The black blood oozed from his wound, dripping onto the floor. It sizzled like acid and was no more.
“So, they were married and came back to town. She was very unhappy, for once stepping foot into the fairy realm, one cannot help but think the colours, the tastes, every sensation of the human world, to be quite dull. She longed to go back, but her husband would not let her. He would not release his prize. So she conspired against him.”
He pressed his bloodied finger to the stone floor, wondering if he could chisel a way out, or claw his way free. There had to be an escape somehow.
But even if you left, where would you go? To the woods? What would become of you?
“When he went away on a business trip, she went back to the fairylands and conceived a child. That child was half-fairy, half-human. But of course, it became quite obvious to her husband that the child, growing up, was not normal. He beat his daughter, cursed her, locked her in the closet... Until the dark was all that she knew.”
And that child was you, he thought. A sliver of pity wedged into his heart, looking up at her.
“Finally, when the child grew old enough to marry, she refused. She would have no man for a husband but a fairy, but the fairies were not forgiving, either. She could have no place in either world... But it would be better, in her eyes, to rule in the land of magic and curses and darkness, the land of what she had become than to try to take power from a world that did not want her. That had cast her aside.”

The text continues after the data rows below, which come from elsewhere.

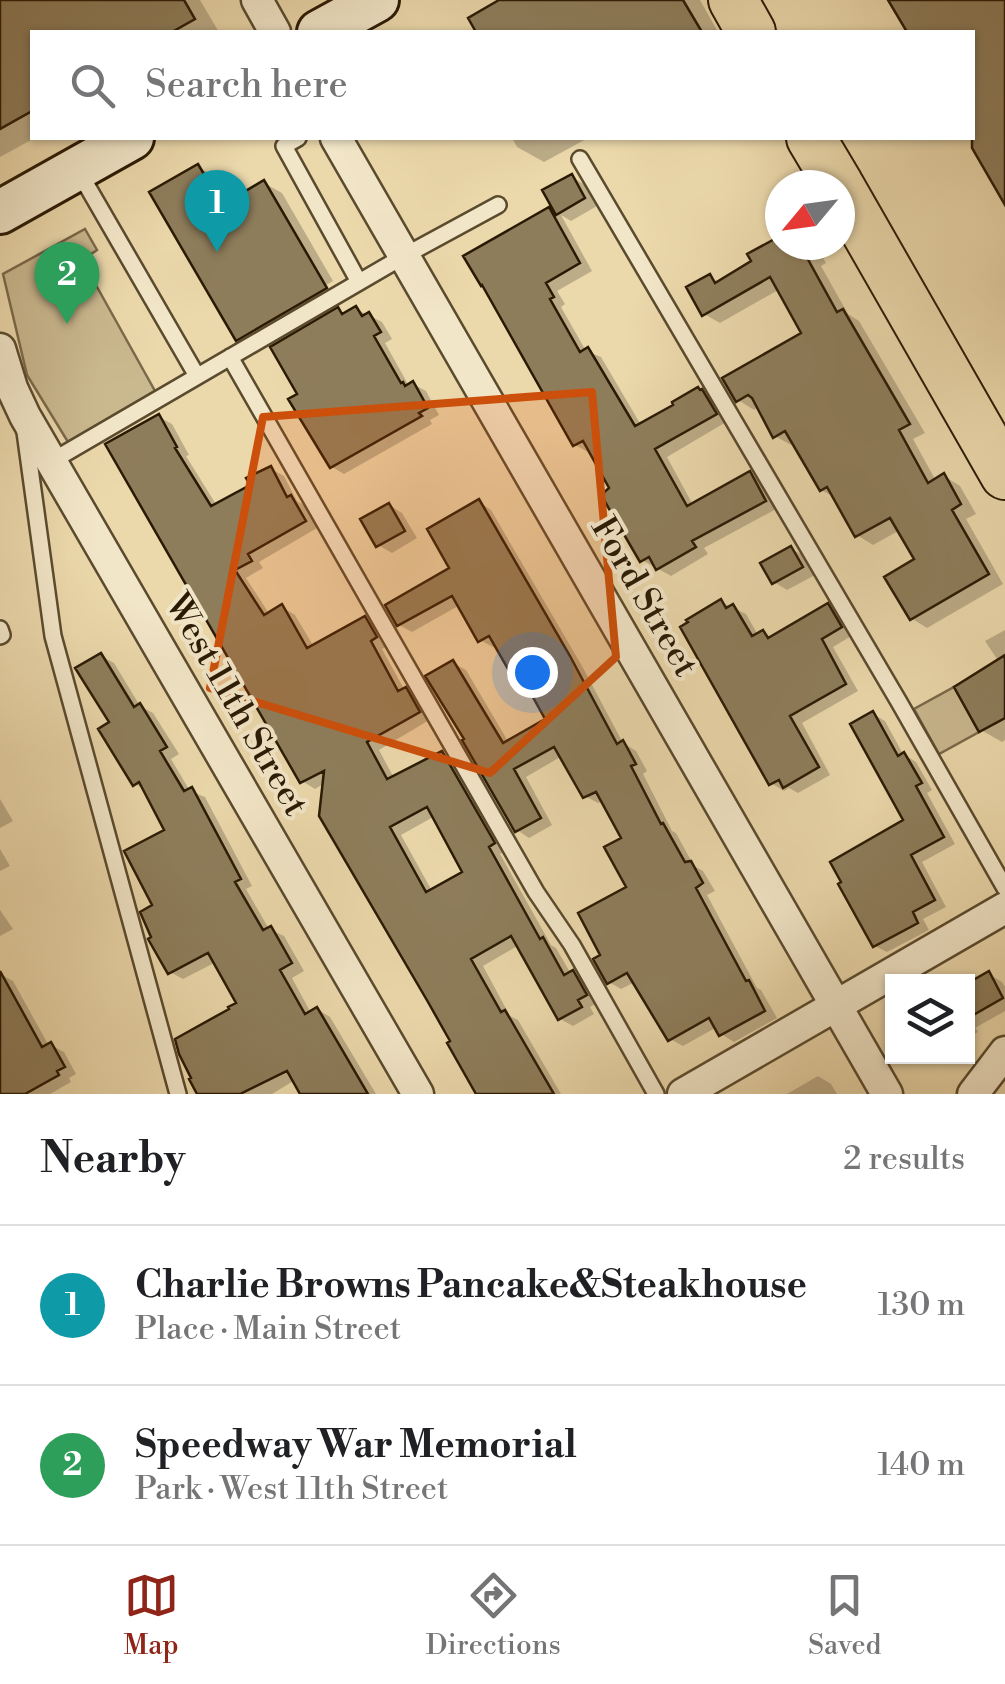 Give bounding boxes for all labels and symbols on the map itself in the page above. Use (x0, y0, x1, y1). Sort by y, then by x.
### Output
pin: 1 (184, 170, 250, 252)
north arrow (765, 170, 855, 260)
pin: 2 (34, 242, 100, 324)
street label: Ford Street (581, 510, 707, 684)
street label: West 11th Street (154, 585, 317, 824)
your location (507, 647, 558, 698) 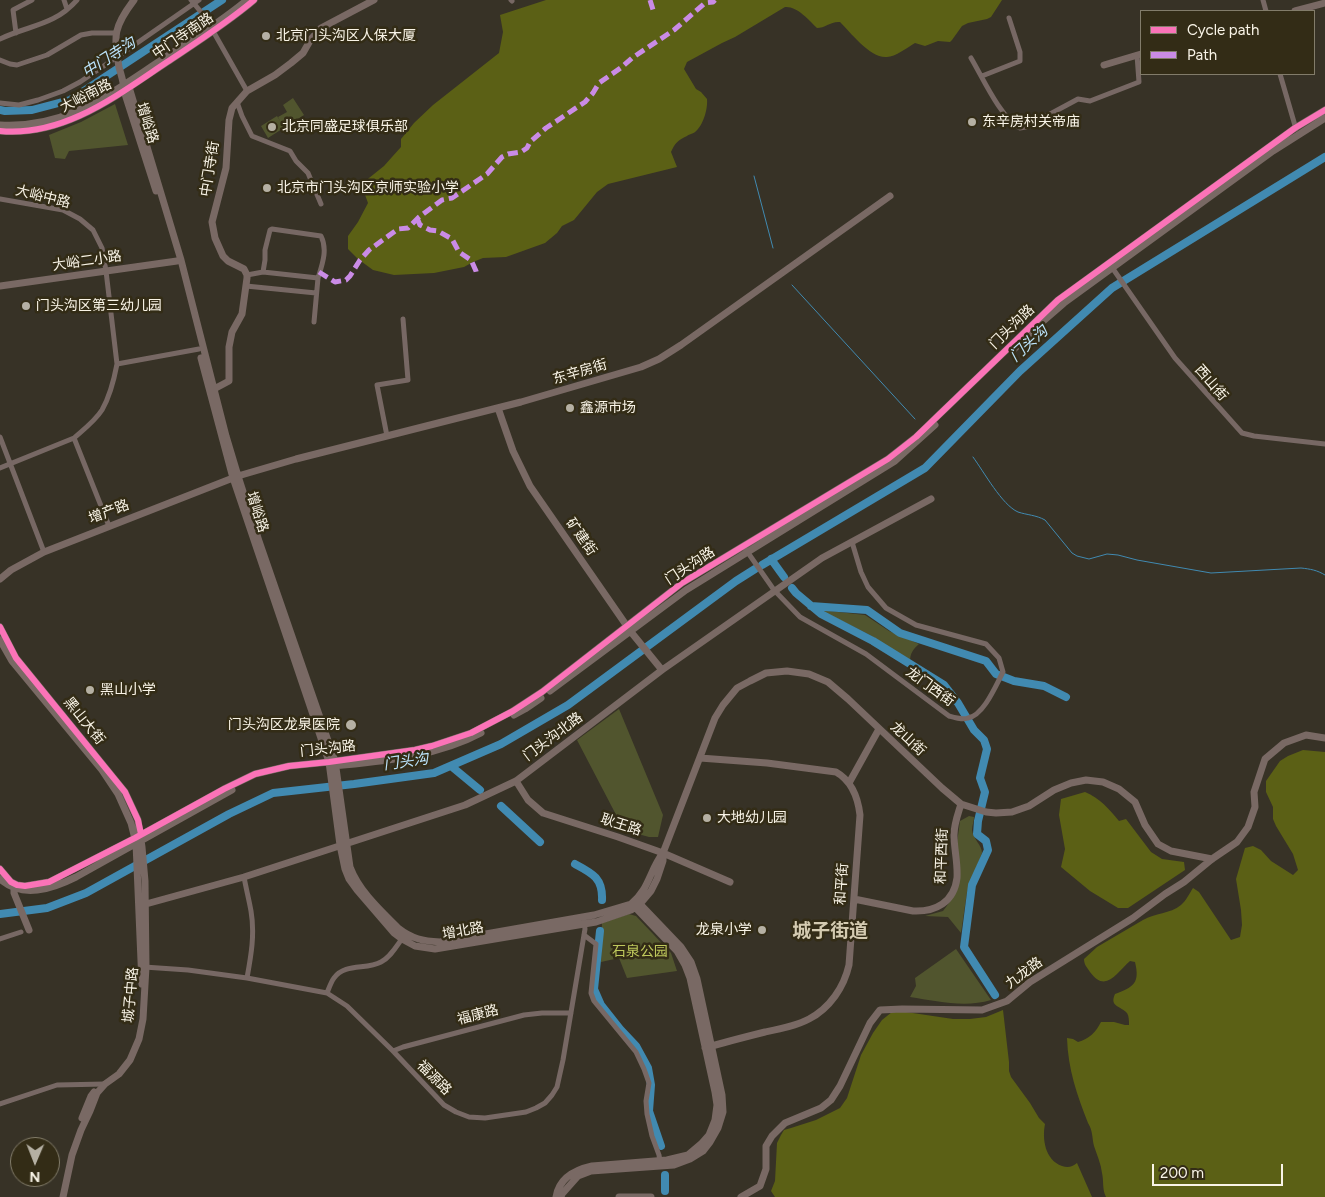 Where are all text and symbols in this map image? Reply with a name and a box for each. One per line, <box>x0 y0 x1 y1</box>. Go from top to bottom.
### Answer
street label: 中门寺南路 <box>149 9 217 63</box>
legend <box>1140 10 1315 75</box>
text: Cycle path <box>1187 21 1259 39</box>
place label: 北京门头沟区人保大厦 <box>276 28 416 44</box>
marker: 北京门头沟区人保大厦 <box>260 30 272 42</box>
water label: 中门寺沟 <box>79 34 139 82</box>
text: Path <box>1187 46 1217 64</box>
street label: 大峪南路 <box>57 76 115 116</box>
street label: 增峪路 <box>133 100 161 146</box>
place label: 东辛房村关帝庙 <box>982 114 1080 130</box>
marker: 东辛房村关帝庙 <box>966 116 978 128</box>
place label: 北京同盛足球俱乐部 <box>282 119 408 135</box>
marker: 北京同盛足球俱乐部 <box>266 121 278 133</box>
street label: 中门寺街 <box>197 140 223 198</box>
place label: 北京市门头沟区京师实验小学 <box>277 180 459 196</box>
street label: 大峪中路 <box>14 182 72 212</box>
marker: 北京市门头沟区京师实验小学 <box>261 182 273 194</box>
street label: 大峪二小路 <box>51 248 123 274</box>
place label: 门头沟区第三幼儿园 <box>36 298 162 314</box>
marker: 门头沟区第三幼儿园 <box>20 300 32 312</box>
street label: 门头沟路 <box>986 302 1038 352</box>
water label: 门头沟 <box>1006 322 1052 366</box>
street label: 东辛房街 <box>551 356 609 388</box>
street label: 西山街 <box>1191 362 1231 404</box>
place label: 鑫源市场 <box>580 400 636 416</box>
marker: 鑫源市场 <box>564 402 576 414</box>
street label: 增峪路 <box>243 489 271 535</box>
street label: 增产路 <box>86 497 132 527</box>
street label: 矿建街 <box>562 515 600 559</box>
street label: 门头沟路 <box>662 544 718 588</box>
street label: 龙门西街 <box>902 664 958 710</box>
place label: 黑山小学 <box>100 682 156 698</box>
marker: 黑山小学 <box>84 684 96 696</box>
street label: 黑山大街 <box>60 694 108 748</box>
street label: 门头沟北路 <box>520 709 586 765</box>
place label: 门头沟区龙泉医院 <box>228 717 340 733</box>
marker: 门头沟区龙泉医院 <box>344 718 358 732</box>
street label: 龙山街 <box>887 719 929 759</box>
street label: 门头沟路 <box>299 738 357 760</box>
water label: 门头沟 <box>382 750 430 774</box>
place label: 大地幼儿园 <box>717 810 787 826</box>
street label: 耿王路 <box>598 811 644 839</box>
marker: 大地幼儿园 <box>701 812 713 824</box>
street label: 和平西街 <box>933 828 951 884</box>
street label: 和平街 <box>832 862 852 906</box>
street label: 增北路 <box>441 919 485 943</box>
district label: 城子街道 <box>792 920 868 942</box>
place label: 龙泉小学 <box>696 922 752 938</box>
marker: 龙泉小学 <box>756 924 768 936</box>
park label: 石泉公园 <box>612 944 668 960</box>
street label: 九龙路 <box>1002 954 1046 992</box>
street label: 城子中路 <box>120 966 142 1024</box>
street label: 福康路 <box>456 1001 500 1029</box>
street label: 福源路 <box>413 1057 455 1099</box>
north arrow <box>10 1137 60 1187</box>
scale bar <box>1155 1154 1286 1186</box>
text: 200 m <box>1160 1164 1204 1182</box>
text: N <box>29 1168 40 1185</box>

But why me, Marya? Why afflict me so?
Her bloodred lips curved into a smile. “You remind me of my father, Everett Dunstan.”
She raised her hand, her nails like ebony talons in the moonlight. He prepared himself for the killing blow...
But there was a great flash of light, and he was no longer half-man, half-beast, but fully wolf. He landed on all fours on the stone floor, pawing the ground.
And his wife was no longer standing there, but his horse was in the room, only it was not his horse, it was hers. Snow-white coat, golden mane, larger than most animals of its breed. It whinnied, tossing its head, and gestured toward the broken-down door of the hut as if telling him to get out before it was too late.
He had run toward the castle and never looked back.
For many years after, he had tried to find the horse again. To see why it had saved him, or perhaps simply if the horse was like him, a cursed creature. Every time he’d spotted it and tried to go near, however, it had always shied away, disappearing in a blur of white and gold.